The American university—one of the most successful institutions in human history—is facing an unprecedented assault from the president of the United States. Experts on authoritarianism have drawn comparisons to Turkey and Hungary, where strongmen subdued universities as part of their power grabs. Yet as former Columbia president Lee C. Bollinger points out in his powerful account of the university’s significance, in such dire times one has no choice but to state clearly and forcefully what one stands for.

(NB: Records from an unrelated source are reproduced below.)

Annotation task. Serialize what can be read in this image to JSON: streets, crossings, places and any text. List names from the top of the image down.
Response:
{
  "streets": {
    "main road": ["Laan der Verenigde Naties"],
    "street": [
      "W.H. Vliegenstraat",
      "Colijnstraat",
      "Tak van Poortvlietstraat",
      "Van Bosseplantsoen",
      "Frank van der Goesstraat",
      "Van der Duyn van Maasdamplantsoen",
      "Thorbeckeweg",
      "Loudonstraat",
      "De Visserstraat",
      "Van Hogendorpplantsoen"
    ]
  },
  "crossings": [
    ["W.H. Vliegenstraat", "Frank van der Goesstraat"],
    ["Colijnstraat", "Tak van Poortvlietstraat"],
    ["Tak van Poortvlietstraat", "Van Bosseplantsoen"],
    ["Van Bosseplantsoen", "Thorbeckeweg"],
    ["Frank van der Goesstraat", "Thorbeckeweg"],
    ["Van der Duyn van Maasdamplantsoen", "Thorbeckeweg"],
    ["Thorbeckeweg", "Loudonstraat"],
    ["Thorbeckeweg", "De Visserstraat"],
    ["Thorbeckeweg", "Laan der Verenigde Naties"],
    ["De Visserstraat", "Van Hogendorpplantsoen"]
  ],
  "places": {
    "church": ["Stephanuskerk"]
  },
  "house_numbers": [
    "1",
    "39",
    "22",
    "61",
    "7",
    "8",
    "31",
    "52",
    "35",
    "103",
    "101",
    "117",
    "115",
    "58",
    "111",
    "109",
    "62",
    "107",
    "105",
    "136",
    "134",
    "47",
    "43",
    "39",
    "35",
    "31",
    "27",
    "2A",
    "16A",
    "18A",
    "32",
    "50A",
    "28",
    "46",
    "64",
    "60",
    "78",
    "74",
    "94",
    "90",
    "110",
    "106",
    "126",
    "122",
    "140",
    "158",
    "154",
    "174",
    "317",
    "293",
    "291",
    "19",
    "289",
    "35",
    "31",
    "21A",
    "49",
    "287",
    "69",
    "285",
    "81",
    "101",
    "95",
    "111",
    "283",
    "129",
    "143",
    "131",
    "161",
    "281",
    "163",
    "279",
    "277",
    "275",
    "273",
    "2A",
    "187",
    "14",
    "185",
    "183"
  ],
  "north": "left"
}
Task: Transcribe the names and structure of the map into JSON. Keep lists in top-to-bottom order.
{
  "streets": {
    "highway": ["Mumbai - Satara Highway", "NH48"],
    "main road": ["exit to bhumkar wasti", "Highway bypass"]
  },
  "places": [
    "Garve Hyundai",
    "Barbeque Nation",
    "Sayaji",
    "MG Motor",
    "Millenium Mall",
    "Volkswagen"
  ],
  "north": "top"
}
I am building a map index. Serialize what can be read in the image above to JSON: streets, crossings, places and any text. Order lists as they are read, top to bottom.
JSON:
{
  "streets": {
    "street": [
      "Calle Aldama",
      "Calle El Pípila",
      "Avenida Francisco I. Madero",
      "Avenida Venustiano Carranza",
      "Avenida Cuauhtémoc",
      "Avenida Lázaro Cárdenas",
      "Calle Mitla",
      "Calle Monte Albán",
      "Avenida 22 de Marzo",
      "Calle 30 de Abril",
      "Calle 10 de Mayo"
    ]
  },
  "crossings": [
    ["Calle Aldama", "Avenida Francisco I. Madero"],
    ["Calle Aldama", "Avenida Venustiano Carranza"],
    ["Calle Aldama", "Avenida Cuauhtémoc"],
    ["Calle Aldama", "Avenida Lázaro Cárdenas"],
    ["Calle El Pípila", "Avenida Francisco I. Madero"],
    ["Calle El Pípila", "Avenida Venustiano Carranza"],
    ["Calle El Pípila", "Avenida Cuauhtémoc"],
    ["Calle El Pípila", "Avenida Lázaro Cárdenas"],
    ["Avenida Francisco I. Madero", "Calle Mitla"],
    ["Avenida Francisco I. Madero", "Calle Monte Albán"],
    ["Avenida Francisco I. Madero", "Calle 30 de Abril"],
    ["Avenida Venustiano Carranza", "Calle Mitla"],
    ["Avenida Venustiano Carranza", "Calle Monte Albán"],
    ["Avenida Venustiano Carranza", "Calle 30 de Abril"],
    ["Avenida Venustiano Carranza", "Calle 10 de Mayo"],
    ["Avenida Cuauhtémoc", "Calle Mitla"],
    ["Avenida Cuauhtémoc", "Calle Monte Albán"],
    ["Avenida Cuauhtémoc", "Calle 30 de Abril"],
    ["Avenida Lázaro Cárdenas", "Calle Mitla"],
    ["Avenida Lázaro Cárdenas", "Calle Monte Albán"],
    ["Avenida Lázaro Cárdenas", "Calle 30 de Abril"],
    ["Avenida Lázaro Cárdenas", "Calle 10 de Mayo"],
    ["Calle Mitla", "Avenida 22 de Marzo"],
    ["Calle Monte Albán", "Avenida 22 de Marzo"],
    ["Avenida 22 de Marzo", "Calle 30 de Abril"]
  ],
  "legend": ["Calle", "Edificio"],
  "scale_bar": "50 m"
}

Defenses of the university usually emphasize the practical benefits it offers to highly skilled graduates who can thrive in an information-saturated world; scientific research that leads to important advances in health; technological breakthroughs that contribute to the American economy being the envy of the world. Bollinger offers a more original, and more sweeping, account. He reveals how the structure of the university contributes to the success of the American system—because it provides those who study and work within it a degree of creative freedom hard to find elsewhere—and why that structure is both impossible to re-create and vulnerable to outside attack. The fundamental mission of the university is to enhance knowledge, but this is not merely a high-minded idea. It is, as Bollinger demonstrates, a notion rooted deeply in the Constitution, specifically the First Amendment, the basis of our political and social life. The university helps realize the First Amendment; the First Amendment helps make the university.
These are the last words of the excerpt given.